Posted by aheavens at 4:12 PM
August 27, 2007
Swinging doors in Sudan
Sudan orders U.S. charity director to leave
KHARTOUM, Aug 27 (Reuters) - Sudan has expelled the top official in Sudan of the U.S.-based aid group CARE, the director said on Monday.
Country director Paul Barker told Reuters the Sudanese government's Humanitarian Aid Commission had given him 72 hours to leave the country without giving reasons for the decision.
Barker is the third prominent foreigner expelled from Sudan in less than a week.
Great quote from a later version of the story from Dr Bakheit Yousef, deputy commussioner of the Humanitarian Aid Commission. "CARE will continue its activities as normal. Maybe the headquarters can send somebody else."
Posted by aheavens at 3:26 PM
August 26, 2007
We've spent the past four weeks travelling around the UK and Greece visiting family. Most of the travelling has been done on the UK's motorway network - normally a fairly tedious, traffic-clogged experience.
But this time it wasn't so bad. Why? Because we had this to distract us - Ethiopiques - the Very Best of Ethiopiques: Hypnotic Grooves from the Legendary Series. It is the best bits of the much-admired but daunting 21-CD Ethiopiques series, which, according to Wikipedia, features:
Ethiopian and Eritrean singers and musicians.
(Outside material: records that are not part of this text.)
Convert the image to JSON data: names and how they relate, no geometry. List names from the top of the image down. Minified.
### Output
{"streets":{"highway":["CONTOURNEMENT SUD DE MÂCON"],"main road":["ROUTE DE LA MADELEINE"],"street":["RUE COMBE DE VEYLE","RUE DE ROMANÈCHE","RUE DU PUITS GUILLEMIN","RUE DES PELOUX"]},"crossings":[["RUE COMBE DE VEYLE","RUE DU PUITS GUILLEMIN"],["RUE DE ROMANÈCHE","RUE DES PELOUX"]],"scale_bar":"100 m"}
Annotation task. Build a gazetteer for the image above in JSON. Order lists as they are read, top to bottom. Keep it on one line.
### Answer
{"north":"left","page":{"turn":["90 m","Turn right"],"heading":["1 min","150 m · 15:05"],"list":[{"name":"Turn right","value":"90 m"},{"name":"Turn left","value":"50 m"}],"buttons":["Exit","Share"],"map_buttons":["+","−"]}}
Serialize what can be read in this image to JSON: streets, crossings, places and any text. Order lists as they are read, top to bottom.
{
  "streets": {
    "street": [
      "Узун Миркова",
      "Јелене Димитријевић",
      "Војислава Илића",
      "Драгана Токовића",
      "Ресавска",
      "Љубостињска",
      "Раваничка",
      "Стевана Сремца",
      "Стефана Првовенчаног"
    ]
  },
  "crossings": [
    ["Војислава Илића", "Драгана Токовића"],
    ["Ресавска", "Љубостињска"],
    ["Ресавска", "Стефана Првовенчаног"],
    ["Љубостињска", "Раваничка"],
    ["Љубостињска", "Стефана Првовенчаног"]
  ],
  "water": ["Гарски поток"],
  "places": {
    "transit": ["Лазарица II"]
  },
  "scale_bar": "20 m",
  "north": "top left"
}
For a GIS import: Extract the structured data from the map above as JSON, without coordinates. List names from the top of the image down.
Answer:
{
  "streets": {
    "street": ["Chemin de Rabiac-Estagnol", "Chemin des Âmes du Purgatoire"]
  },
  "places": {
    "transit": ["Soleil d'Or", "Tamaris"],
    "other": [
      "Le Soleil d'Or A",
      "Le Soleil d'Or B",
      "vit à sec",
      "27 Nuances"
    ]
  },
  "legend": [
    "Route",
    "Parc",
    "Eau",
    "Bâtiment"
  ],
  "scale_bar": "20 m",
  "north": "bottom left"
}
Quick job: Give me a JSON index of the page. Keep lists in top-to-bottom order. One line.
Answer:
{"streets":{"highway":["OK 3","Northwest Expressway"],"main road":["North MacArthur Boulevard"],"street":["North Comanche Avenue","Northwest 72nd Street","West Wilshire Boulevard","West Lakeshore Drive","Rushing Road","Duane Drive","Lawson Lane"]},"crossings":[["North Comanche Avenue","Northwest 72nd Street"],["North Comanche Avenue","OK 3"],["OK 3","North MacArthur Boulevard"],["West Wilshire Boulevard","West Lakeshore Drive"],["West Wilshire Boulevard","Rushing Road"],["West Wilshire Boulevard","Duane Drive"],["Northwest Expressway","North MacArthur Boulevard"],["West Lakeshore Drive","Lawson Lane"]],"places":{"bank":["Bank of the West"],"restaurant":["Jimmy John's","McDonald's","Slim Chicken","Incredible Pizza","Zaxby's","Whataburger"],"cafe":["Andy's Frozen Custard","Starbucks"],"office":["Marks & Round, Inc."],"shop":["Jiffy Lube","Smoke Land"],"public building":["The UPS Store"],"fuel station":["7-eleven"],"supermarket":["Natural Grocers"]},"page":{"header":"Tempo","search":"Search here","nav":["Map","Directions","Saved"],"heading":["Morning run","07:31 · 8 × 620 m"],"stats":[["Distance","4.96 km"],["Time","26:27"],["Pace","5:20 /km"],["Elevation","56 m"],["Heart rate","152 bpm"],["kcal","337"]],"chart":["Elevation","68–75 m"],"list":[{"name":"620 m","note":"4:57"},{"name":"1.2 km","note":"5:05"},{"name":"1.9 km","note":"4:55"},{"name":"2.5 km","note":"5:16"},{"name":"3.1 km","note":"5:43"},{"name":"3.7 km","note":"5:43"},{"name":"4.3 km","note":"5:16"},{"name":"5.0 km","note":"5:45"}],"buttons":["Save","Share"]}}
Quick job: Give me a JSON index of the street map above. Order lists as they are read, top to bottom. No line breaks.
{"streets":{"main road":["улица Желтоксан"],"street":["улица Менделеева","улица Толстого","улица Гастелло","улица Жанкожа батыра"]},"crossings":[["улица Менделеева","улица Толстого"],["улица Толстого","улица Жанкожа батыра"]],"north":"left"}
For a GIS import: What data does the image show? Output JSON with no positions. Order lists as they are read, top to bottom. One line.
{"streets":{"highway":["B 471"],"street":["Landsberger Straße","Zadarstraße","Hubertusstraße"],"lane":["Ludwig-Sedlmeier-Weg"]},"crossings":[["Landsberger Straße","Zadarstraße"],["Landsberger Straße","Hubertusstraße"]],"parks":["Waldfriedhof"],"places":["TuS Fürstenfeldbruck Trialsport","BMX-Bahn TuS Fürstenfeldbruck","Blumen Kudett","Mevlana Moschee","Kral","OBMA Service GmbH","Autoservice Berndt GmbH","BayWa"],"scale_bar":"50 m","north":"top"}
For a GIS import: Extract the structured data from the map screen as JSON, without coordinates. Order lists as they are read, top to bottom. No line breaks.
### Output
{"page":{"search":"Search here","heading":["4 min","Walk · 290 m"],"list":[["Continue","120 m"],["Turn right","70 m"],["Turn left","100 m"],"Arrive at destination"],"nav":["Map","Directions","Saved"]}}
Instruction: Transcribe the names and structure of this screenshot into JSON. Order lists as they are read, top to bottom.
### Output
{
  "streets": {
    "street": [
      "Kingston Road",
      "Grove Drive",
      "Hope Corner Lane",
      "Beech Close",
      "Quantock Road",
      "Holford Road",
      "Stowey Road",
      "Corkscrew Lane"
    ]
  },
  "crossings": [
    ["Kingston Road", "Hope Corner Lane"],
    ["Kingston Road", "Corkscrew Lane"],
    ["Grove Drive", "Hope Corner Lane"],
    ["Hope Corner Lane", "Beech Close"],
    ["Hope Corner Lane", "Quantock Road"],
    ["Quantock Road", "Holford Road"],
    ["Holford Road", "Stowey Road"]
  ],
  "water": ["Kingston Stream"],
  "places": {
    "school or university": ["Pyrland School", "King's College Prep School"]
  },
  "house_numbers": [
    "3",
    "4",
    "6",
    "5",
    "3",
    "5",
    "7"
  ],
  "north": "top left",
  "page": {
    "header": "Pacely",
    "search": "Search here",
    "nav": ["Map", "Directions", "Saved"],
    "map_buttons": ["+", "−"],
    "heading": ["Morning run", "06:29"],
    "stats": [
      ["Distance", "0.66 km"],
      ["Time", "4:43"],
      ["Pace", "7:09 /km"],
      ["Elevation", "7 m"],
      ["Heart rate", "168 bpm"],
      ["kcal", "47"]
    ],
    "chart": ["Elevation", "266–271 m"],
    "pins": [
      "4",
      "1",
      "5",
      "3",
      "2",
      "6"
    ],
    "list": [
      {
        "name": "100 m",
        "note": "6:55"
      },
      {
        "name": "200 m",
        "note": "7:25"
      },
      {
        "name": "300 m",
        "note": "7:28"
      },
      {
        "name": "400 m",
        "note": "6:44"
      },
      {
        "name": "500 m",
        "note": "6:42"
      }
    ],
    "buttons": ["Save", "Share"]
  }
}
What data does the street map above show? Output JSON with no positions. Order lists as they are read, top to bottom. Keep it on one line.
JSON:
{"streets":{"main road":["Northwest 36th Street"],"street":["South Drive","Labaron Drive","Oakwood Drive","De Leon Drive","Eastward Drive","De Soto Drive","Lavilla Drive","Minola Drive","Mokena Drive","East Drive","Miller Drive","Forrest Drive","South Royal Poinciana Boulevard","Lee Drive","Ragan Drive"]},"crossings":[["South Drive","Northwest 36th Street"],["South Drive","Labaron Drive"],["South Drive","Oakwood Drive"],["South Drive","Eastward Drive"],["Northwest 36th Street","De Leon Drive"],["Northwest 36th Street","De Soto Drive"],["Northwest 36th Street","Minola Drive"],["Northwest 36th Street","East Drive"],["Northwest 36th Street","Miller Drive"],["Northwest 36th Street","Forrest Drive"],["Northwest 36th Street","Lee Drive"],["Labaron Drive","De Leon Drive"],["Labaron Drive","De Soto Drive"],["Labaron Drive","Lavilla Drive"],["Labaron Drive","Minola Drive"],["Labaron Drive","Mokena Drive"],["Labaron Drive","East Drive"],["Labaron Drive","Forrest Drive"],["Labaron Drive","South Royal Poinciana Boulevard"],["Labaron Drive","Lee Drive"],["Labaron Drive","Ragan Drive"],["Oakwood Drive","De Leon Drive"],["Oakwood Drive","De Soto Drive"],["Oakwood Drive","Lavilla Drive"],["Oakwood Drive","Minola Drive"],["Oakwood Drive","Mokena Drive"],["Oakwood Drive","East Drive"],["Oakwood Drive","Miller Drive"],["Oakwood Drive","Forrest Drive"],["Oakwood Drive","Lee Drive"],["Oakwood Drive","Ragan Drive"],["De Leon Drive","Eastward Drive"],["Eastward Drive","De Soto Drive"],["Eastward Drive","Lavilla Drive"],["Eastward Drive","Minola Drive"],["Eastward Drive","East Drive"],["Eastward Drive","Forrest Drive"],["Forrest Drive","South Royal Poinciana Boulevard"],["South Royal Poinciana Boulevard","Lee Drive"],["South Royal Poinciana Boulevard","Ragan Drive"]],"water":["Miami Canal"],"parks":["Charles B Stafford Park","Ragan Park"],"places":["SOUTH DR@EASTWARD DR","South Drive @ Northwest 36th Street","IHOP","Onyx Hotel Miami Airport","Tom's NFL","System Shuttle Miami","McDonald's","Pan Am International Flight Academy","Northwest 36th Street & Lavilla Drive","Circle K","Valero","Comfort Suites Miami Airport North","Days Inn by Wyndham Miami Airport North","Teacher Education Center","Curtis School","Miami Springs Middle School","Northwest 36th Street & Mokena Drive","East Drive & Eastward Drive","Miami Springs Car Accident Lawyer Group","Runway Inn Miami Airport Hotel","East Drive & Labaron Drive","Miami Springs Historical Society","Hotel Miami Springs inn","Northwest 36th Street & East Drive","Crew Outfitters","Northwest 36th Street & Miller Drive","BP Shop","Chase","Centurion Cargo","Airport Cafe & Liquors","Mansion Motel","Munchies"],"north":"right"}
Many of the Ethiopiques CDs compile various singles and albums that Amha Records, Kaifa Records, and Philips-Ethiopia released during the 1960s and 1970s in Ethiopia. Prominent singers and musicians from this era appearing on Ethiopiques releases include Alemayehu Eshete, Asnaketch Worku, Mahmoud Ahmed, Mulatu Astatke, and Tilahun Gessesse.
And it is excellent. My favourite so far is the first track - Heywete by Tesfa-Maryam Kidane. I always meant to get into the series, but there were just too many of them.
Where are all the Ethiopiques musicians now? Isn't it time someone organised a Buena Vista Social Club-style reunion?
Posted by aheavens at 12:12 PM
August 17, 2007
Darfur the telecoms market
Still away - but Reuters just published the feature I was working on when I left.
As other firms exit, phone companies enter Sudan
KHARTOUM (Reuters) - Bright yellow banners sprang up overnight along the banks of the Nile then spread along the ten-lane highways and crowded market streets of Sudan's traffic-clogged capital, Khartoum.
They were the first steps in a campaign by South Africa's MTN to stake a claim in one of Africa's last big undeveloped mobile phone markets.
Foreign investors have steered clear of Sudan in recent years, following the international uproar over the crisis in Darfur and subsequent strengthening of U.S. sanctions against Khartoum.
Britain's Rolls Royce announced plans to pull out in April, joining Germany's Siemens, Switzerland's ABB and Canada's CHC Helicopter in the queue to exit.
But the newly booming telecoms market in the oil-rich east African country has proved too tempting for mobile phone companies to resist. For them, the vast expanses of Sudan's western Darfur region are not so much a disaster zone as one more unexploited mobile phone market waiting to be tapped.